[Required action] Extract the opening line of the entries and every line after it, stopping at and including the line that contains "0 6px,transparent 0". Do not include pictures.

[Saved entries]
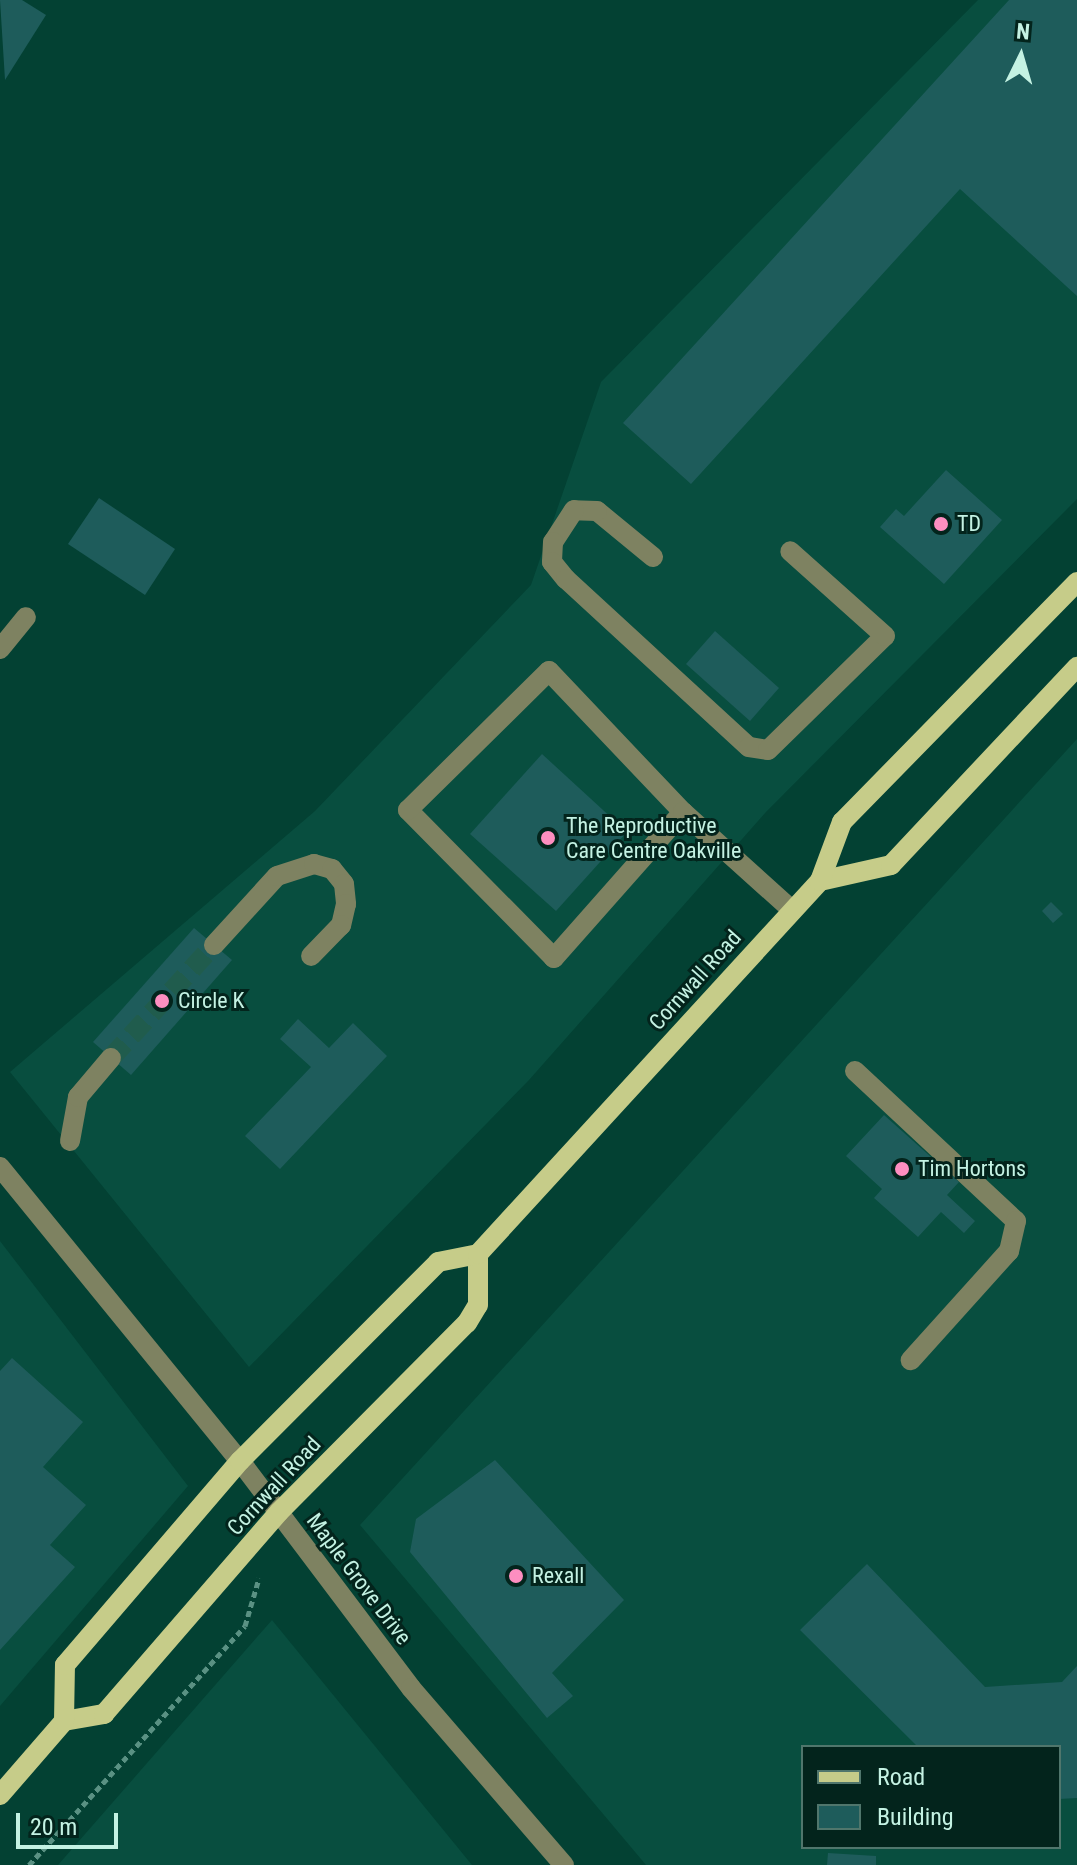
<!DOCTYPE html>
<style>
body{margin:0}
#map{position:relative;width:1077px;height:1865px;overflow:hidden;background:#034133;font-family:"Roboto Condensed",sans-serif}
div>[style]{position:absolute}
.built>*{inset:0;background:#084e3f}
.building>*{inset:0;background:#1e5c5b}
.minor-tunnel>*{height:20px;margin-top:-10px;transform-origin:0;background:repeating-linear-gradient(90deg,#205c4d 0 20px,transparent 0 30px)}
.path>*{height:5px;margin-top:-2.5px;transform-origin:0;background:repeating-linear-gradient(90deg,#5a9183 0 6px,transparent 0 10px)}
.minor>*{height:20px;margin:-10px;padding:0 10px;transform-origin:10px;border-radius:10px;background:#7e8261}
.major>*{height:20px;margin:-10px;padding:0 10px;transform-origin:10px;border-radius:10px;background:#c6cc89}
.dots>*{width:22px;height:22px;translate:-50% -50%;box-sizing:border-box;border:4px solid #03241c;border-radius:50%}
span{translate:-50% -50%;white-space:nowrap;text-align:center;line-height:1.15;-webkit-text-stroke:6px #03241c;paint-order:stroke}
.poi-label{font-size:22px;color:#c4f2e3}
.left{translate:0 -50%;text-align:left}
.street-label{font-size:22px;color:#c4f2e3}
.legend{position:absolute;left:801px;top:1745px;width:260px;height:104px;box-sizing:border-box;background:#03241c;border:2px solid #50766c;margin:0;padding:10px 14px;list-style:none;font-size:24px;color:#c4f2e3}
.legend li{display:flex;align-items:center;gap:16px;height:40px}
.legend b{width:40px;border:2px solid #50766c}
.north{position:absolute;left:981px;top:16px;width:80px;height:80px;-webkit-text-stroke:6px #03241c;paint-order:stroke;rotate:5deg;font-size:22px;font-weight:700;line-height:32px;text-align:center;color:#c4f2e3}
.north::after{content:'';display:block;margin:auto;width:28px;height:36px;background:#c4f2e3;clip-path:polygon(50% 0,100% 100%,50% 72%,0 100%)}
.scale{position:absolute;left:16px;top:1813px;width:102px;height:36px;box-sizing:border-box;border:4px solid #c4f2e3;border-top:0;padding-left:10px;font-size:24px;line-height:28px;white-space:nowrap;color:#c4f2e3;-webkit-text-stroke:6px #03241c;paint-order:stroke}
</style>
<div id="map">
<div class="built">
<div style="clip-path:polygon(978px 0,1077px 0,1077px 499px,766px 812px,529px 1080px,249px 1367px,10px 1072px,315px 811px,531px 585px,601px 382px)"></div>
<div style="clip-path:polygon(evenodd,1077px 739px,1077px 1865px,646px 1865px,360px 1525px,1077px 739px,803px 1747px,1059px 1747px,1059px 1847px,803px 1847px,803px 1747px)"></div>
<div style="clip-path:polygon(0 1241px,188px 1486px,0 1706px)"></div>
<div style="clip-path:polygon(272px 1620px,472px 1865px,58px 1865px)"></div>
</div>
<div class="building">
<div style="clip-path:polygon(0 0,22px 0,46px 15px,5px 80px)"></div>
<div style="clip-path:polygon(1009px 0,1077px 0,1077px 296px,960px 189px,691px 484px,623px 423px)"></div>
<div style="clip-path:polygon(946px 470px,1002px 520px,944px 584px,880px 527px,896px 509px,904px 516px)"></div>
<div style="clip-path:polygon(99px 498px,175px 549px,145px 595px,68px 544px)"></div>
<div style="clip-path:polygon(715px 631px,779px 688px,750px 721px,686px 664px)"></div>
<div style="clip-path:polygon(542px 754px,627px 832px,556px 911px,470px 834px)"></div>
<div style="clip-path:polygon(1051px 902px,1063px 914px,1053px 923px,1042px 911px)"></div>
<div style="clip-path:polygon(194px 928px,232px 960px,131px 1075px,93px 1042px)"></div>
<div style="clip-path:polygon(298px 1019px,329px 1048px,353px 1023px,387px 1056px,280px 1169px,245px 1136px,311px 1067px,280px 1039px)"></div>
<div style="clip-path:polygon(884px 1115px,959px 1182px,947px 1195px,975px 1221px,964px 1233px,941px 1212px,918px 1237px,874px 1198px,882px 1189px,846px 1156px)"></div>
<div style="clip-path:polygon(12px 1358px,83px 1422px,43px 1467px,86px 1505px,50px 1545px,75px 1567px,0 1650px,0 1371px)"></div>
<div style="clip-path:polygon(495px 1460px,624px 1600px,552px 1673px,573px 1696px,547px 1718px,410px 1552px,416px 1519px)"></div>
<div style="clip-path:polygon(867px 1564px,985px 1687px,1062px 1682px,1077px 1666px,1077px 1798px,1059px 1799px,1059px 1747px,918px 1747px,800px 1630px)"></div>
<div style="clip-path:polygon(828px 1853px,876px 1856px,876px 1865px,827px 1865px)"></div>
</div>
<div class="minor-tunnel">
<div style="left:111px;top:1058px;width:153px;rotate:-47.7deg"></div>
</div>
<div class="path">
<div style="left:29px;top:1865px;width:322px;rotate:-47.9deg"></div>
<div style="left:245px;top:1626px;width:50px;rotate:-73.7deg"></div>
</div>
<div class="minor">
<div style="left:653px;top:557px;width:72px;rotate:-140.6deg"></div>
<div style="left:597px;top:511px;width:23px;rotate:-178deg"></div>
<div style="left:574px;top:510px;width:38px;rotate:123deg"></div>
<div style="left:553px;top:542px;width:20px;rotate:93deg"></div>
<div style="left:552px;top:562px;width:22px;rotate:51deg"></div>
<div style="left:566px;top:579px;width:248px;rotate:42.6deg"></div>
<div style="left:749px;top:747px;width:19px;rotate:9deg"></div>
<div style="left:768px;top:750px;width:163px;rotate:-44.3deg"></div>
<div style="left:885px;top:636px;width:127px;rotate:-138.2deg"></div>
<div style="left:0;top:649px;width:41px;rotate:-50.9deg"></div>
<div style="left:683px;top:812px;width:195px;rotate:131.5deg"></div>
<div style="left:554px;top:958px;width:208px;rotate:-134.6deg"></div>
<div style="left:408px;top:810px;width:198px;rotate:-44.6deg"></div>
<div style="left:549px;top:671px;width:195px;rotate:46.5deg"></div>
<div style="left:683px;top:812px;width:147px;rotate:42deg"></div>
<div style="left:214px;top:945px;width:93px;rotate:-47.6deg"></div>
<div style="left:277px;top:876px;width:39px;rotate:-18deg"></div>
<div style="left:314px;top:864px;width:19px;rotate:16deg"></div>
<div style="left:332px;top:869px;width:19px;rotate:51deg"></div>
<div style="left:344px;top:884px;width:20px;rotate:84deg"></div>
<div style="left:346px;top:904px;width:22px;rotate:103deg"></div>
<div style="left:341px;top:925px;width:43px;rotate:134.1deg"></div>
<div style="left:855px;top:1071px;width:220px;rotate:43deg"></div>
<div style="left:1016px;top:1221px;width:31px;rotate:103deg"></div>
<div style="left:1009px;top:1251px;width:147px;rotate:132deg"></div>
<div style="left:70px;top:1141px;width:45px;rotate:-79.7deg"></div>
<div style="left:78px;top:1097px;width:51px;rotate:-49.8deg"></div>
<div style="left:0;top:1167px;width:380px;rotate:50.8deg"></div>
<div style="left:240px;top:1461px;width:284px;rotate:53deg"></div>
<div style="left:411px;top:1688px;width:234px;rotate:49.2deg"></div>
</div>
<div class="major">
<div style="left:820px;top:881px;width:73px;rotate:-12.7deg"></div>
<div style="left:891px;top:865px;width:272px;rotate:-46.8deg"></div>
<div style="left:64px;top:1721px;width:41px;rotate:-9.9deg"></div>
<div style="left:104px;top:1714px;width:267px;rotate:-49.1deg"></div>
<div style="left:279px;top:1512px;width:267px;rotate:-45.2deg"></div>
<div style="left:467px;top:1323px;width:21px;rotate:-59deg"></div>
<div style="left:478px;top:1305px;width:51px;rotate:-90deg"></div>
<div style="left:0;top:1795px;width:98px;rotate:-49.1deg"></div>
<div style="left:64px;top:1721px;width:56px;rotate:-89deg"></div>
<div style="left:65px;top:1665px;width:269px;rotate:-49.4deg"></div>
<div style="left:240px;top:1461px;width:281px;rotate:-45.1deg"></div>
<div style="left:438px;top:1262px;width:41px;rotate:-11.3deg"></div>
<div style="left:478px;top:1254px;width:506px;rotate:-47.48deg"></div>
<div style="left:820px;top:881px;width:63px;rotate:-69.6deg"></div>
<div style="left:842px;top:822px;width:336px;rotate:-45.6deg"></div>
</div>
<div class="dots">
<div style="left:941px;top:524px;background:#fd8ec0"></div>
<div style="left:548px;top:838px;background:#fd8ec0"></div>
<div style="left:162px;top:1001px;background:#fd8ec0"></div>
<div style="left:902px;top:1169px;background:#fd8ec0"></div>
<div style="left:516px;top:1576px;background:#fd8ec0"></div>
</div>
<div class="poi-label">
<span class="left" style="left:957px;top:524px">TD</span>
<span class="left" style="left:566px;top:838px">The Reproductive<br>Care Centre Oakville</span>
<span class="left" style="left:178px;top:1001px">Circle K</span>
<span class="left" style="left:918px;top:1169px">Tim Hortons</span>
<span class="left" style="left:532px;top:1576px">Rexall</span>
</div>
<div class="street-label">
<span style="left:695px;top:980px;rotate:-48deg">Cornwall Road</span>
<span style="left:274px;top:1486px;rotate:-47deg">Cornwall Road</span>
<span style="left:359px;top:1579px;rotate:53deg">Maple Grove Drive</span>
</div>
<ul class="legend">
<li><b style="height:10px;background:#c6cc89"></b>Road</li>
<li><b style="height:22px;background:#1e5c5b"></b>Building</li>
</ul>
<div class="north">N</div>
<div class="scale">20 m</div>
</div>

[Written solution]
<!DOCTYPE html>
<style>
body{margin:0}
#map{position:relative;width:1077px;height:1865px;overflow:hidden;background:#034133;font-family:"Roboto Condensed",sans-serif}
div>[style]{position:absolute}
.built>*{inset:0;background:#084e3f}
.building>*{inset:0;background:#1e5c5b}
.minor-tunnel>*{height:20px;margin-top:-10px;transform-origin:0;background:repeating-linear-gradient(90deg,#205c4d 0 20px,transparent 0 30px)}
.path>*{height:5px;margin-top:-2.5px;transform-origin:0;background:repeating-linear-gradient(90deg,#5a9183 0 6px,transparent 0 10px)}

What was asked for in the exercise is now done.